Doris Eaton took her first step on Broadway in the 1917 play Mother Carey's Chickens. She got her big break in the serendipitous manner often seen in Hollywood films. Her sister Pearl had been employed to rehearse a group of dancing girls for a road show of the Follies for producer Ned Wayburn. Doris tagged along to watch.

"During the break, Mr. Wayburn came over to give Pearl some instructions and he kept looking at me. He finally said, 'Who's this?' Pearl said, 'It's my youngest sister, Doris.' 'Can she dance? I'm looking for somebody to understudy Ann Pennington on the road.' Pearl knew Pennington's routines and knew my capacity and she said, 'She could do that. But, Mr. Wayburn, she's only 14 and I don't think her mother would let her go on the road.' He said, 'You tell your mother I want Doris to do this and she can travel with her and I'll pay her mother's way.'"

Young Doris was the youngest girl featured in the Ziegfeld Follies of 1918. She also appeared in the 1920 edition of the Follies.

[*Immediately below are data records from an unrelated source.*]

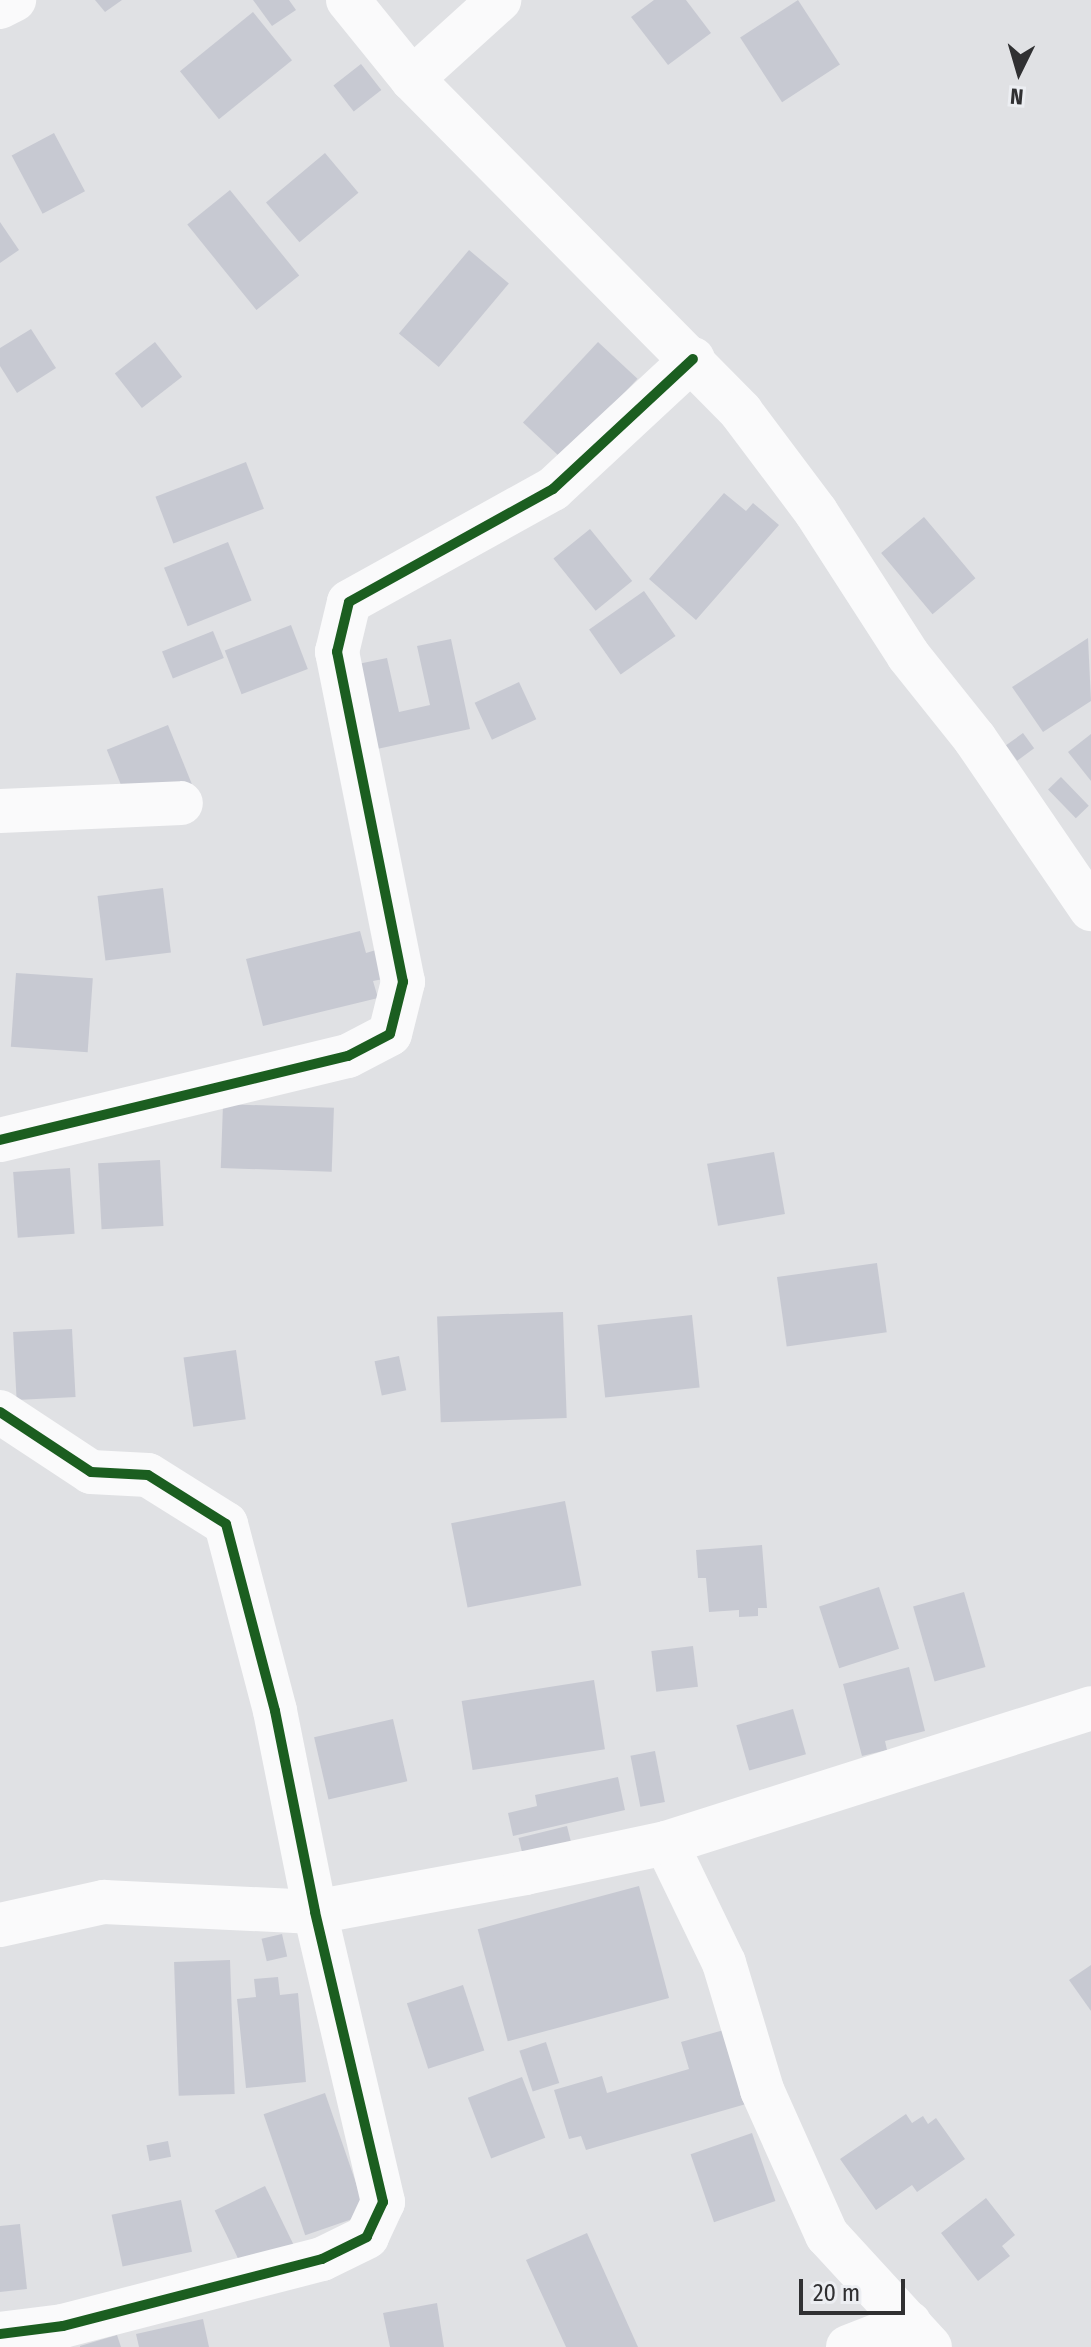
<!DOCTYPE html>
<style>
body{margin:0}
#map{position:relative;width:1091px;height:2347px;overflow:hidden;background:#e0e1e4;font-family:"Fira Sans Condensed",sans-serif}
div>[style]{position:absolute}
[style*='--x']{left:calc(var(--x)*1px);top:calc(var(--y)*1px);width:calc(var(--w)*1px);rotate:calc(var(--a)*1deg)}
.building>*{inset:0;background:#c7c9d2;transform-origin:0 0}
.minor>*{height:44px;margin:-22px;padding:0 22px;transform-origin:22px;border-radius:22px;background:#fafafb}
.cycleway>*{height:10px;margin:-5px;padding:0 5px;transform-origin:5px;border-radius:5px;background:#1b5e20}
span{translate:-50% -50%;white-space:nowrap;text-align:center;line-height:1.15;-webkit-text-stroke:8px #eceef2;paint-order:stroke}
.north{position:absolute;left:979px;top:32px;width:80px;height:80px;-webkit-text-stroke:6px #eceef2;paint-order:stroke;rotate:185deg;font-size:22px;font-weight:700;line-height:32px;text-align:center;color:#303032}
.north::after{content:'';display:block;margin:auto;width:28px;height:36px;background:#303032;clip-path:polygon(50% 0,100% 100%,50% 72%,0 100%)}
.scale{position:absolute;left:799px;top:2279px;width:106px;height:36px;box-sizing:border-box;border:4px solid #303032;border-top:0;padding-left:10px;font-size:24px;line-height:28px;white-space:nowrap;color:#303032;-webkit-text-stroke:6px #eceef2;paint-order:stroke}
</style>
<div id="map">
<div class="building">
<i style="clip-path:polygon(95px 0,122px 0,105px 12px)"></i>
<i style="clip-path:polygon(253px 0,289px 0,296px 10px,272px 26px)"></i>
<i style="clip-path:polygon(654px 0,686px 0,711px 33px,668px 65px,631px 17px)"></i>
<i style="left:798px;top:0;width:77px;height:69px;rotate:57deg"></i>
<i style="left:253px;top:12px;width:62px;height:94px;rotate:51deg"></i>
<i style="left:361px;top:64px;width:33px;height:35px;rotate:52deg"></i>
<i style="left:54px;top:133px;width:66px;height:48px;rotate:62deg"></i>
<i style="left:325px;top:153px;width:52px;height:77px;rotate:50deg"></i>
<i style="left:230px;top:190px;width:110px;height:55px;rotate:51deg"></i>
<i style="clip-path:polygon(0 222px,19px 250px,0 263px)"></i>
<i style="left:469px;top:250px;width:52px;height:109px;rotate:40deg"></i>
<i style="clip-path:polygon(31px 329px,56px 368px,17px 393px,0 366px,0 348px)"></i>
<i style="left:155px;top:342px;width:44px;height:51px;rotate:52deg"></i>
<i style="left:598px;top:342px;width:54px;height:110px;rotate:43deg"></i>
<i style="left:246px;top:462px;width:50px;height:97px;rotate:69deg"></i>
<i style="clip-path:polygon(724px 493px,746px 511px,753px 503px,779px 525px,696px 620px,649px 579px)"></i>
<i style="left:924px;top:517px;width:80px;height:56px;rotate:50deg"></i>
<i style="left:590px;top:529px;width:67px;height:47px;rotate:51deg"></i>
<i style="left:228px;top:542px;width:63px;height:69px;rotate:68deg"></i>
<i style="left:644px;top:591px;width:55px;height:67px;rotate:55deg"></i>
<i style="left:291px;top:625px;width:47px;height:71px;rotate:69deg"></i>
<i style="left:213px;top:631px;width:29px;height:55px;rotate:68deg"></i>
<i style="clip-path:polygon(1088px 638px,1091px 701px,1043px 732px,1012px 687px)"></i>
<i style="clip-path:polygon(451px 639px,470px 729px,377px 749px,358px 664px,387px 658px,399px 712px,430px 705px,417px 646px)"></i>
<i style="left:519px;top:682px;width:41px;height:49px;rotate:65deg"></i>
<i style="left:168px;top:725px;width:68px;height:66px;rotate:68deg"></i>
<i style="left:1023px;top:733px;width:19px;height:21px;rotate:54deg"></i>
<i style="clip-path:polygon(1091px 734px,1091px 781px,1068px 752px)"></i>
<i style="left:1061px;top:777px;width:40px;height:18px;rotate:46deg"></i>
<i style="left:163px;top:888px;width:65px;height:66px;rotate:83deg"></i>
<i style="clip-path:polygon(360px 931px,366px 953px,376px 950px,383px 979px,373px 981px,378px 998px,263px 1026px,246px 959px)"></i>
<i style="left:16px;top:973px;width:77px;height:74px;rotate:4deg"></i>
<i style="left:223px;top:1104px;width:111px;height:64px;rotate:2deg"></i>
<i style="left:774px;top:1152px;width:63px;height:68px;rotate:80deg"></i>
<i style="left:160px;top:1160px;width:66px;height:62px;rotate:87deg"></i>
<i style="left:70px;top:1168px;width:66px;height:57px;rotate:86deg"></i>
<i style="left:877px;top:1263px;width:70px;height:101px;rotate:82deg"></i>
<i style="left:563px;top:1312px;width:106px;height:126px;rotate:88deg"></i>
<i style="left:692px;top:1315px;width:73px;height:95px;rotate:84deg"></i>
<i style="left:72px;top:1329px;width:68px;height:59px;rotate:87deg"></i>
<i style="left:236px;top:1350px;width:70px;height:53px;rotate:82deg"></i>
<i style="left:399px;top:1356px;width:35px;height:25px;rotate:78deg"></i>
<i style="left:565px;top:1501px;width:86px;height:116px;rotate:79deg"></i>
<i style="clip-path:polygon(762px 1545px,767px 1608px,758px 1608px,758px 1616px,739px 1617px,739px 1610px,709px 1612px,706px 1578px,698px 1578px,696px 1550px)"></i>
<i style="left:879px;top:1587px;width:65px;height:63px;rotate:72deg"></i>
<i style="left:964px;top:1592px;width:78px;height:53px;rotate:74deg"></i>
<i style="left:693px;top:1646px;width:41px;height:42px;rotate:83deg"></i>
<i style="clip-path:polygon(909px 1667px,925px 1731px,885px 1741px,887px 1750px,862px 1756px,843px 1684px)"></i>
<i style="left:594px;top:1680px;width:70px;height:134px;rotate:81deg"></i>
<i style="left:793px;top:1709px;width:47px;height:59px;rotate:74deg"></i>
<i style="left:393px;top:1719px;width:64px;height:81px;rotate:77deg"></i>
<i style="left:655px;top:1751px;width:52px;height:25px;rotate:79deg"></i>
<i style="clip-path:polygon(618px 1777px,625px 1810px,513px 1836px,508px 1813px,537px 1806px,535px 1795px)"></i>
<i style="left:567px;top:1826px;width:16px;height:50px;rotate:76deg"></i>
<i style="left:639px;top:1886px;width:116px;height:167px;rotate:75deg"></i>
<i style="left:282px;top:1934px;width:23px;height:21px;rotate:77deg"></i>
<i style="left:230px;top:1960px;width:134px;height:56px;rotate:88deg"></i>
<i style="clip-path:polygon(1091px 1965px,1091px 2011px,1069px 1980px)"></i>
<i style="clip-path:polygon(278px 1977px,280px 1995px,298px 1993px,306px 2082px,246px 2088px,237px 1999px,256px 1997px,254px 1979px)"></i>
<i style="left:463px;top:1985px;width:69px;height:59px;rotate:72deg"></i>
<i style="clip-path:polygon(731px 2028px,753px 2102px,586px 2150px,581px 2136px,569px 2139px,554px 2090px,602px 2076px,607px 2093px,689px 2069px,681px 2042px)"></i>
<i style="left:546px;top:2042px;width:43px;height:28px;rotate:72deg"></i>
<i style="left:522px;top:2077px;width:65px;height:58px;rotate:69deg"></i>
<i style="left:325px;top:2093px;width:128px;height:65px;rotate:71deg"></i>
<i style="clip-path:polygon(906px 2114px,912px 2123px,923px 2116px,928px 2124px,936px 2118px,965px 2159px,917px 2192px,912px 2185px,876px 2210px,840px 2159px)"></i>
<i style="left:752px;top:2133px;width:72px;height:65px;rotate:71deg"></i>
<i style="left:168px;top:2141px;width:16px;height:22px;rotate:79deg"></i>
<i style="left:265px;top:2186px;width:67px;height:56px;rotate:64deg"></i>
<i style="clip-path:polygon(986px 2198px,1015px 2235px,1002px 2246px,1010px 2256px,978px 2281px,941px 2233px)"></i>
<i style="left:181px;top:2200px;width:53px;height:71px;rotate:78deg"></i>
<i style="clip-path:polygon(20px 2224px,27px 2289px,0 2292px,0 2226px)"></i>
<i style="clip-path:polygon(587px 2233px,638px 2347px,566px 2347px,526px 2260px)"></i>
<i style="clip-path:polygon(437px 2303px,444px 2347px,390px 2347px,383px 2313px)"></i>
<i style="clip-path:polygon(203px 2319px,209px 2347px,139px 2347px,136px 2334px)"></i>
<i style="clip-path:polygon(117px 2335px,121px 2347px,80px 2347px,80px 2346px)"></i>
</div>
<div class="minor">
<i style="--x:348;--y:0;--w:102;--a:51"></i>
<i style="--x:412;--y:79;--w:468;--a:45.3"></i>
<i style="--x:741;--y:412;--w:125;--a:53.1"></i>
<i style="--x:816;--y:512;--w:170;--a:57.2"></i>
<i style="--x:908;--y:655;--w:107;--a:51.4"></i>
<i style="--x:975;--y:739;--w:206;--a:55.7"></i>
<i style="--x:0;--y:7;--w:16;--a:-27"></i>
<i style="--x:412;--y:79;--w:118;--a:-42.2"></i>
<i style="--x:0;--y:811;--w:181;--a:-2.5"></i>
<i style="--x:0;--y:1140;--w:358;--a:-13.6"></i>
<i style="--x:348;--y:1056;--w:47;--a:-27.6"></i>
<i style="--x:390;--y:1034;--w:54;--a:-76"></i>
<i style="--x:403;--y:982;--w:337;--a:-101.3"></i>
<i style="--x:337;--y:652;--w:51;--a:-76.5"></i>
<i style="--x:349;--y:602;--w:233;--a:-29"></i>
<i style="--x:553;--y:489;--w:191;--a:-42.9"></i>
<i style="--x:0;--y:1412;--w:109;--a:33.4"></i>
<i style="--x:91;--y:1472;--w:57;--a:3"></i>
<i style="--x:148;--y:1475;--w:92;--a:32.1"></i>
<i style="--x:226;--y:1524;--w:193;--a:75.3"></i>
<i style="--x:275;--y:1711;--w:205;--a:78.7"></i>
<i style="--x:315;--y:1912;--w:298;--a:76.8"></i>
<i style="--x:383;--y:2202;--w:38;--a:115"></i>
<i style="--x:367;--y:2237;--w:50;--a:153.9"></i>
<i style="--x:322;--y:2259;--w:268;--a:165.5"></i>
<i style="--x:63;--y:2326;--w:64;--a:172.8"></i>
<i style="--x:666;--y:1843;--w:133;--a:64.2"></i>
<i style="--x:724;--y:1963;--w:133;--a:73.3"></i>
<i style="--x:762;--y:2090;--w:159;--a:65.9"></i>
<i style="--x:827;--y:2235;--w:152;--a:47.4"></i>
<i style="--x:0;--y:1925;--w:107;--a:-12.5"></i>
<i style="--x:104;--y:1902;--w:211;--a:2.7"></i>
<i style="--x:315;--y:1912;--w:214;--a:-10.5"></i>
<i style="--x:525;--y:1873;--w:144;--a:-12"></i>
<i style="--x:666;--y:1843;--w:446;--a:-17.6"></i>
<i style="--x:848;--y:2347;--w:66;--a:-21.2"></i>
</div>
<div class="cycleway">
<i style="--x:0;--y:1140;--w:358;--a:-13.6"></i>
<i style="--x:348;--y:1056;--w:47;--a:-27.6"></i>
<i style="--x:390;--y:1034;--w:54;--a:-76"></i>
<i style="--x:403;--y:982;--w:337;--a:-101.3"></i>
<i style="--x:337;--y:652;--w:51;--a:-76.5"></i>
<i style="--x:349;--y:602;--w:233;--a:-29"></i>
<i style="--x:553;--y:489;--w:191;--a:-42.9"></i>
<i style="--x:0;--y:1412;--w:109;--a:33.4"></i>
<i style="--x:91;--y:1472;--w:57;--a:3"></i>
<i style="--x:148;--y:1475;--w:92;--a:32.1"></i>
<i style="--x:226;--y:1524;--w:193;--a:75.3"></i>
<i style="--x:275;--y:1711;--w:205;--a:78.7"></i>
<i style="--x:315;--y:1912;--w:298;--a:76.8"></i>
<i style="--x:383;--y:2202;--w:38;--a:115"></i>
<i style="--x:367;--y:2237;--w:50;--a:153.9"></i>
<i style="--x:322;--y:2259;--w:268;--a:165.5"></i>
<i style="--x:63;--y:2326;--w:64;--a:172.8"></i>
</div>
<div class="north">N</div>
<div class="scale">20 m</div>
</div>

"Florenz Ziegfeld, to us and our family, was just a delightful person," she told Playbill.com in 2004. "My sisters Mary and Pearl, my brother Charlie and I all worked for him, and he treated us just beautifully, almost like a father. When I went with my mother up to his office, he was always gentlemanly and kindly. He was sort of a quiet person. He was always well-groomed, sort of natty."

Ms. Eaton modestly admitted she was never the star of the family. Still, she had her moments. She executed a rhythm tap dancing routine in the 1928 musical Cross My Heart which stopped the show cold every night. In the 1929 show The Hollywood Music Box Revue, she introduced the song "Singing in the Rain," months before Cliff Edwards would deliver it in the film "Hollywood Revue." And then there was that love affair with Nacio Herb Brown, the composer of "Singin' in the Rain" and many other standards.

The Eatons' heyday was short. Offers from both Broadway and Hollywood dried up with the arrival of the Great Depression. Suddenly, the fabulous family business was finished. The clan didn't handle the reversal in fortunes well. Charlie, Mary and Pearl all battled alcoholism. Glamorous Mary married "three drunks in a row," as her brother Joe put it, and died of severe metamorphosis of the liver in 1948.

"Ballet dancing and the theatre was really my sister's whole life," remembered Doris when discussing Mary in 2004. "It was something inward with her. With Pearl, she liked it but it was a job. With me, it was just a job. I never had stars in my eyes about the theatre."

Pearl also ended badly. She died in 1958 in her Manhattan Beach apartment, the victim of a bizarre murder which remains unsolved. The sturdy and cheerful Charlie fared best at carving out a long career, often joining Doris as half of a dance team. He died in 2004.

Asked why she survived the seeming tragedy of being shut out of show business while still in the bloom of youth, Ms. Eaton said, "I reached the age of 32 and I took a good look at myself and said 'What's going on here? This is nothing. This is not life.' I went back to church and began to study and find myself. I got some inner strength from that."

Ms. Eaton left show business, but later became the owner of 18 Arthur Murray dance studios in Michigan, which she operated for 30 years. She also ran a horse ranch in Oklahoma with her late husband, Paul travis, and graduated from the University of Oklahoma at the age of 88.

In 2003, she published "The Days We Danced," a frank biography of her family's history on and off the stage—a tale replete with glory and heartbreak in even amounts.

Ms. Eaton took her last bow April 27, during the opening number of the 2010 Easter Bonnet show. She rode onstage in a giant Easter basket, giving the initial impression that she could no longer walk. But Ms. Travis brought the audience to its feet when she rose to her own feet and took center stage. Steadied by two shirtless young male dancers, she executed a kick or two and thanked the audience for the love they had shown her over the 12 years of her appearances at the Bonnet event. She then headed into the wings under her own power.